Stored data
↓
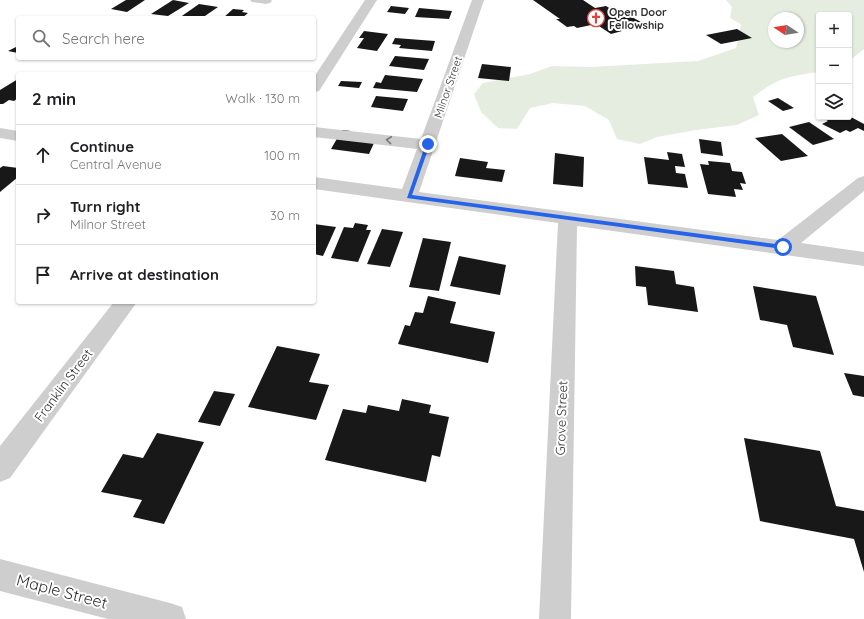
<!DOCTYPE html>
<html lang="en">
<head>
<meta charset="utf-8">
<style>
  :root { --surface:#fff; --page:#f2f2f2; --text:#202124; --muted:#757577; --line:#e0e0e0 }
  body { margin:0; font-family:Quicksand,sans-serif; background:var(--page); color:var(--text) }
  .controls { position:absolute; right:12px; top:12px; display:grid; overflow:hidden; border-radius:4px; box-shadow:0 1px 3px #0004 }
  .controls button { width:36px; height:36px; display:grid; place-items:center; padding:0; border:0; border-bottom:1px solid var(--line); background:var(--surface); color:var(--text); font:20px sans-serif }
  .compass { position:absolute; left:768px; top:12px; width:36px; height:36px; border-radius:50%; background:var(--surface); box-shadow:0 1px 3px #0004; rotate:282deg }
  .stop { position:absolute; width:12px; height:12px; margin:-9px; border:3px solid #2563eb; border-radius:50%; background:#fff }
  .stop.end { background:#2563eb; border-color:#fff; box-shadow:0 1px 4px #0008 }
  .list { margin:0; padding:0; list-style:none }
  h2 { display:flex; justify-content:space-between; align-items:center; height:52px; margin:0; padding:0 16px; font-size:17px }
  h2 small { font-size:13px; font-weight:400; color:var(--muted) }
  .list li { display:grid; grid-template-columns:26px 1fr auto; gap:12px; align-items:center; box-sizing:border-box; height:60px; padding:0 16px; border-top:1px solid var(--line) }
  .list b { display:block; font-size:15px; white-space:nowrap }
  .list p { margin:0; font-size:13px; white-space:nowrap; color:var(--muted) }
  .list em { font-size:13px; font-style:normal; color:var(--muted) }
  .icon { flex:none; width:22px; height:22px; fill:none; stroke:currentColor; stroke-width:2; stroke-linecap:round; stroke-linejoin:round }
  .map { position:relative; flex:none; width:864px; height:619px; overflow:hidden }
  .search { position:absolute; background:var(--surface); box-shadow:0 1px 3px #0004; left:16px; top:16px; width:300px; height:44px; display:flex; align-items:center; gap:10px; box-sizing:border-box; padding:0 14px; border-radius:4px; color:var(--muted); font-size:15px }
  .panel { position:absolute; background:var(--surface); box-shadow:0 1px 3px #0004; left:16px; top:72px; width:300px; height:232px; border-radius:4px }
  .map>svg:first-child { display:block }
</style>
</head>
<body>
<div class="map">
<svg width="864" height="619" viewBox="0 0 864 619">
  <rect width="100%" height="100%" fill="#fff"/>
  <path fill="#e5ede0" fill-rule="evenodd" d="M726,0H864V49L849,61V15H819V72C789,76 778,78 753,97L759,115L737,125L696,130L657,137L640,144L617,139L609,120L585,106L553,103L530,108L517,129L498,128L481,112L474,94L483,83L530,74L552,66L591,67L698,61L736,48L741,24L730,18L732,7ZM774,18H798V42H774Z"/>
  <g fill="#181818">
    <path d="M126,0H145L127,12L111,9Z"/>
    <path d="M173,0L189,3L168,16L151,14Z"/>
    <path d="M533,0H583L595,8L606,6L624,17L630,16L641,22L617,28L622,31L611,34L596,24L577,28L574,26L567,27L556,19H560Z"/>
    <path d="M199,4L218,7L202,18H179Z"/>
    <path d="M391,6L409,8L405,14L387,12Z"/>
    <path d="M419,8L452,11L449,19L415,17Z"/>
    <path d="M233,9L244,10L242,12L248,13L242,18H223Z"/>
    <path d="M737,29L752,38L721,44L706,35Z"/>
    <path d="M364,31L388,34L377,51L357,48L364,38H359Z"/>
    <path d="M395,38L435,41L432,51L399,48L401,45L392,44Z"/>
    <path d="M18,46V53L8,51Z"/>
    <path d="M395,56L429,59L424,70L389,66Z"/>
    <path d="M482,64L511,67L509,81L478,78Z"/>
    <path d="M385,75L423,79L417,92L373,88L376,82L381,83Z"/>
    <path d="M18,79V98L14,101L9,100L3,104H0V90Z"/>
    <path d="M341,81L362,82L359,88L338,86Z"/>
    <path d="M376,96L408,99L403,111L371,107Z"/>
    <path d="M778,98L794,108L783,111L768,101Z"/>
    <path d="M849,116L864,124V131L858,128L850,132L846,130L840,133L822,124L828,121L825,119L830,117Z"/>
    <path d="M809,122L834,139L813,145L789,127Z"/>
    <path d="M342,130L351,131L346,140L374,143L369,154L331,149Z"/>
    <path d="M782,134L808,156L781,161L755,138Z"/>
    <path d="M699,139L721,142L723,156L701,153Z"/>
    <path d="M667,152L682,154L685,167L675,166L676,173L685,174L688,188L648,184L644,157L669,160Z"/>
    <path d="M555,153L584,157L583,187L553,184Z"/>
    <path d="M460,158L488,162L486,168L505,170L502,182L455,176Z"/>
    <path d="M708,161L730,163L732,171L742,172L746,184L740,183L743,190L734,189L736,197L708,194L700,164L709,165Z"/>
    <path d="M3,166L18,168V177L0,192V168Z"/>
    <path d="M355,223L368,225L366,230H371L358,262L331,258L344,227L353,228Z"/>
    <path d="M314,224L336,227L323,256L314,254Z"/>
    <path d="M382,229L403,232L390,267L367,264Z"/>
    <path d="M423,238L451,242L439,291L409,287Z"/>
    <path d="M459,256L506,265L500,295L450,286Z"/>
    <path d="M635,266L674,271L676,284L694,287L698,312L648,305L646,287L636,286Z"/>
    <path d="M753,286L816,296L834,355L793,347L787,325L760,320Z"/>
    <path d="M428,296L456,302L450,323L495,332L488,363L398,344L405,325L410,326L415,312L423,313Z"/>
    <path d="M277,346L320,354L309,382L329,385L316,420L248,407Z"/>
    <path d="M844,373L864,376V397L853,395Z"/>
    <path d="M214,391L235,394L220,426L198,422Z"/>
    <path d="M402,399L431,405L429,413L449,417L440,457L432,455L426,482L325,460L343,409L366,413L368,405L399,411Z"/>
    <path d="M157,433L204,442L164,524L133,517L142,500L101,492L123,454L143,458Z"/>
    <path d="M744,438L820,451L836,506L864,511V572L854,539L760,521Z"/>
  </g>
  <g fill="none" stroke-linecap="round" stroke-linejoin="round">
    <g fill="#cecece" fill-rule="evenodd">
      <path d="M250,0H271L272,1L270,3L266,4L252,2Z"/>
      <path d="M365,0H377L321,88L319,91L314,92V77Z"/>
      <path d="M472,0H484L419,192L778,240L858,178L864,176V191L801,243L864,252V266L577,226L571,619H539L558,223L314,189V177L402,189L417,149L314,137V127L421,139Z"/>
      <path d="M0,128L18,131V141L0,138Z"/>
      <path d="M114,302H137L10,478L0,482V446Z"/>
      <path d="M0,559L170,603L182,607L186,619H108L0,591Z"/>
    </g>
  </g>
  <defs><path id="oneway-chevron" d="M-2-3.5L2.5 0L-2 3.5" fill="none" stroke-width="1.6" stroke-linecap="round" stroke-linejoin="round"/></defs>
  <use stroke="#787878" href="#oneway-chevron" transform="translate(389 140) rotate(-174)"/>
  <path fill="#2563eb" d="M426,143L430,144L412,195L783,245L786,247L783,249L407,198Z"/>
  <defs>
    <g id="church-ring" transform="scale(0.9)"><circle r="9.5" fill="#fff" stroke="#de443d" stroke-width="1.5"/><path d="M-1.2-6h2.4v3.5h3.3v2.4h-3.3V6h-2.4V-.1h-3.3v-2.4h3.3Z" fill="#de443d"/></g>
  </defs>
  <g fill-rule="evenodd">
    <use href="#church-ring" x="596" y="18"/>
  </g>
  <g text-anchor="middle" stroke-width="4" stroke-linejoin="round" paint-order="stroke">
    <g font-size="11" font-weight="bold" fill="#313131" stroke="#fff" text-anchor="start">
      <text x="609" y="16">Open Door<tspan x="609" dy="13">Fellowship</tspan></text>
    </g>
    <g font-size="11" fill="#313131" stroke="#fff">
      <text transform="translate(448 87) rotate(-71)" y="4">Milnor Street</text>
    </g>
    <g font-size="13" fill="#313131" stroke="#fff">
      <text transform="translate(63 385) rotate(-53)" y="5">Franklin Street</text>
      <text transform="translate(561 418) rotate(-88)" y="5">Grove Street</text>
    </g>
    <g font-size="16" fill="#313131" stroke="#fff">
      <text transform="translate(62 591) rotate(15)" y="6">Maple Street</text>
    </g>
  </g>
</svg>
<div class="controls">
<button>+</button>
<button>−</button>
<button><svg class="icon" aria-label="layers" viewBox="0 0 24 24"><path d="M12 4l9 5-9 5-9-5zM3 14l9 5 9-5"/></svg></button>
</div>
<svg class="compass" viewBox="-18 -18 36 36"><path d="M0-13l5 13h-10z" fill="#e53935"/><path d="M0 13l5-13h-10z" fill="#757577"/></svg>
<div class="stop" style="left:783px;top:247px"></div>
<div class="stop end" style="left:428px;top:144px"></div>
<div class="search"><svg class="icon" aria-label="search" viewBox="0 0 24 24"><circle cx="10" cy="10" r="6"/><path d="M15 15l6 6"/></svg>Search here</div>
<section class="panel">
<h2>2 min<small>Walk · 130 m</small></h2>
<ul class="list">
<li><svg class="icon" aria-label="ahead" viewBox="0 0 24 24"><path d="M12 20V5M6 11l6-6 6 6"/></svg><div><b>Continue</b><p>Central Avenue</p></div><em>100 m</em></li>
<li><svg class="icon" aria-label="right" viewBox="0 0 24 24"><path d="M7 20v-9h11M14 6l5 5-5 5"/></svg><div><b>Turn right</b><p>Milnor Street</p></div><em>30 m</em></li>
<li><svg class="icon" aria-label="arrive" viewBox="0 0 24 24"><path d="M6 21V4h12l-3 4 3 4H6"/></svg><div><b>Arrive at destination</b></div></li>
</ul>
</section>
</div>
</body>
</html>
↑
> [Your objective] Going through the entries above, count the lines that have the word "none" and state that count alone.

> [Answer] 5